Editing with the NIK Collection

Longimanus

Suspended / Banned
Messages
1,218
Name
Lee
Edit My Images
Yes
I have been experimenting with the NIK collection of late, but on some occasions I seem to be getting more noise through this than I do from the original import.

I wanted to know how people use the collection in a workflow?

For example do you dfine first, then colour efex and then sharpen?

Im not sure how to approach it and seem to be using the noise reduction in LR once imported back.

Any help appreciated
 
What is it you're trying to achieve that you can't do with your current programs?

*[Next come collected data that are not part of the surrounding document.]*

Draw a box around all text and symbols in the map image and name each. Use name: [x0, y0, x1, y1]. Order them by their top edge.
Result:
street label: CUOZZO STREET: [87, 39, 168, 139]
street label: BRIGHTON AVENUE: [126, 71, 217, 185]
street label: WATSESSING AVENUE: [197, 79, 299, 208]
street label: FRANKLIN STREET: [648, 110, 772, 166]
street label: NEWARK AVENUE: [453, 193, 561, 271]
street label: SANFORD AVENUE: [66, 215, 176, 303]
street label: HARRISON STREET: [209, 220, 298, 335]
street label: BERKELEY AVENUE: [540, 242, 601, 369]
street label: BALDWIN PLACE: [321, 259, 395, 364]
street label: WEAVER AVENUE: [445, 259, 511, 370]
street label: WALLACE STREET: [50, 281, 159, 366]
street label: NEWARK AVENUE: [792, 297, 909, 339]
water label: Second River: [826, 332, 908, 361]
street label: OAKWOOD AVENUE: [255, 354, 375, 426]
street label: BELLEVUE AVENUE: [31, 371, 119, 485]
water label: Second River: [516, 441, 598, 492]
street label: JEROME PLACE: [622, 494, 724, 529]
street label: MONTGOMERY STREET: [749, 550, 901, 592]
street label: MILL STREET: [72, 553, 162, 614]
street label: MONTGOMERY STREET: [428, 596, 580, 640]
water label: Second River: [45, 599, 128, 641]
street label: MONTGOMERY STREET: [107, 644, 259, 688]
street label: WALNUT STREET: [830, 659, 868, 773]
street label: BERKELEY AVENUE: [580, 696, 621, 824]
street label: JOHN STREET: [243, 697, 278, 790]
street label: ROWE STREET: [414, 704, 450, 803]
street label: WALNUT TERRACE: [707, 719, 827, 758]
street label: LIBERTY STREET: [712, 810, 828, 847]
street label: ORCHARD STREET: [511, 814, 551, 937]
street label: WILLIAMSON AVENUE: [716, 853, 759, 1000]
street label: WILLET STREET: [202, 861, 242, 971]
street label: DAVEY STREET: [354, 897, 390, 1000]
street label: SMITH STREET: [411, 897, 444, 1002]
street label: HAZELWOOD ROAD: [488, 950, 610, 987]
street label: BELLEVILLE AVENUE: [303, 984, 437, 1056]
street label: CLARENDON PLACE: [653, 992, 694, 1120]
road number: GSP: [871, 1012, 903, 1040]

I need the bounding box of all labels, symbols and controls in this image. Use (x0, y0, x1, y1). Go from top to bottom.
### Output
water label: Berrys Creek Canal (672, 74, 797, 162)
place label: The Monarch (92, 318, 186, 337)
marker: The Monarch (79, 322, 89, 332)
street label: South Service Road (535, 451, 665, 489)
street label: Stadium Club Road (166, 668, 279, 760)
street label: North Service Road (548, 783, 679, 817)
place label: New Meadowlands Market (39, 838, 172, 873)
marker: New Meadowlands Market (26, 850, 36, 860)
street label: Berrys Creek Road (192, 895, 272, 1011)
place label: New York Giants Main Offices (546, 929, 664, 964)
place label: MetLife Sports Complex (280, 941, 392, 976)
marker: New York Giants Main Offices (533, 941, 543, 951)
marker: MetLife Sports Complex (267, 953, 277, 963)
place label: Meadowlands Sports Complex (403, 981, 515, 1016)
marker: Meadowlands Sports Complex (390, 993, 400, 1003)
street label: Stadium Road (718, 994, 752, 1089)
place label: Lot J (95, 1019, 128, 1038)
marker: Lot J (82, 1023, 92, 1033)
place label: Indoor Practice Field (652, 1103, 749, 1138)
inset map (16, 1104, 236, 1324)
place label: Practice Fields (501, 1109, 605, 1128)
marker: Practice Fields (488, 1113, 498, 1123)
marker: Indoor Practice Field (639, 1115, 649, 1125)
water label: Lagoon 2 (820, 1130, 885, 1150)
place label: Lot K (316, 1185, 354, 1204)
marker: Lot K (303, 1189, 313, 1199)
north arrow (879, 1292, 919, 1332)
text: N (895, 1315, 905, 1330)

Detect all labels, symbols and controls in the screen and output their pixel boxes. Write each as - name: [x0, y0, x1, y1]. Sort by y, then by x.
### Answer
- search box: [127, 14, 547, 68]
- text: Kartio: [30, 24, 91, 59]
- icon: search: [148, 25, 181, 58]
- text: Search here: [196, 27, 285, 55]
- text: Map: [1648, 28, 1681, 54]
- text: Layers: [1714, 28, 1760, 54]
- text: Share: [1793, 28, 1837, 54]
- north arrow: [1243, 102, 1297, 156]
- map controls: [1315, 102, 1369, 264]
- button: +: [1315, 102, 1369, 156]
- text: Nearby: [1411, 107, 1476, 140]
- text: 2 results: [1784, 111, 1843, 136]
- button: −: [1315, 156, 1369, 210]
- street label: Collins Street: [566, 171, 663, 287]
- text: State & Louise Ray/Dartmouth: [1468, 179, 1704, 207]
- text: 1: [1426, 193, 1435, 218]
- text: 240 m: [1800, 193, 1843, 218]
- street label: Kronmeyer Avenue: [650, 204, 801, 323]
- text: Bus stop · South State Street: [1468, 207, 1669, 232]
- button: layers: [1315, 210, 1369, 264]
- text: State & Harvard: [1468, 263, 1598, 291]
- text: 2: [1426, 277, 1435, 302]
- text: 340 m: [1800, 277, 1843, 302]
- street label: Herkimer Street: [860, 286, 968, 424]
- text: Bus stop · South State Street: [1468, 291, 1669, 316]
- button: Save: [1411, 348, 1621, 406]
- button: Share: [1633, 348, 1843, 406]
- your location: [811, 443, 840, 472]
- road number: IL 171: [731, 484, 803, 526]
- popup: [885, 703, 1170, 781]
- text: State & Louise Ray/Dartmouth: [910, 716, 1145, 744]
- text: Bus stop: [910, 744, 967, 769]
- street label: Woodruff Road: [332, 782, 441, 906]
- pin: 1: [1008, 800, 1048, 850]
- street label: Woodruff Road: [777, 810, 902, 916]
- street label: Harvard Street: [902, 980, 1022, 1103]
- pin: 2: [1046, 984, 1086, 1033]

I got it when it went free a short while ago, but find it quite heavy handed, so tend to use it in very small doses.

I only use it in tandem with PS and then always on it's own layer, so I can play with the opacity later on.

Sharpening and NR should only be done last, and always after resizing for intended output, as the required amounts will change depending upon the file size. Maybe that's affecting things if you're going back into LR after using the noise reduction?

Mike
 
I have been experimenting with the NIK collection of late, but on some occasions I seem to be getting more noise through this than I do from the original import.

I wanted to know how people use the collection in a workflow?

I only use Dfine, and only occasionally, if I get to the output version and it is still too noisy. I find control points very useful for dealing with backgrounds.

I use Dfine last. (Well, almost last. I have been using it on a TIFF version of the image immediately prior to resizing as JPEG. Given what Mike just wrote, I'll now try it last of all, on the resized (JPEG) image.
 
What is it you're trying to achieve that you can't do with your current programs?

I got it when it went free a short while ago, but find it quite heavy handed, so tend to use it in very small doses.

I only use it in tandem with PS and then always on it's own layer, so I can play with the opacity later on.

Sharpening and NR should only be done last, and always after resizing for intended output, as the required amounts will change depending upon the file size. Maybe that's affecting things if you're going back into LR after using the noise reduction?

Mike

Mike, thanks for the information, I also use it in PS as a layer, but don't mess with the opacity, Im not too good with PS at the moment. I will try the sharpening and noise reduction last then and see how that affects things.

I like the way I can use the templates/recipes in the collection as its almost immediate and gives me a quick view, I suppose with more research I could use the powers of PS or LR :-)

Mike what do you mean by 'after resizing for intended output'? is this cropping, for screen, not sure exactly what you mean (feeling a bit dumb now ;-))
 
Resizing for output means whether you are going to print at 6x4 or 60x40. The 6x4 will require little if any sharpening - the 60x40 will require more.

Also print output requires different sharpening to screen output. Glossy and Matt paper require different amounts as well. It can get as complicated as you want it to.
 
Last edited:
@Longimanus - hope this helps a bit - hopefully this isn't too patronising, apologies if you already know all this.

Lee, regarding the final resizing, this is my basic workflow.

1) RAW conversion as per normal

2) Open the image in PS and do all the specific adjustments - backscatter cleanup, curves adjustments etc. but no sharpening or noise reduction yet

3) Save the file as it is - I save it as a .TIFF, others may use .PSD or similar.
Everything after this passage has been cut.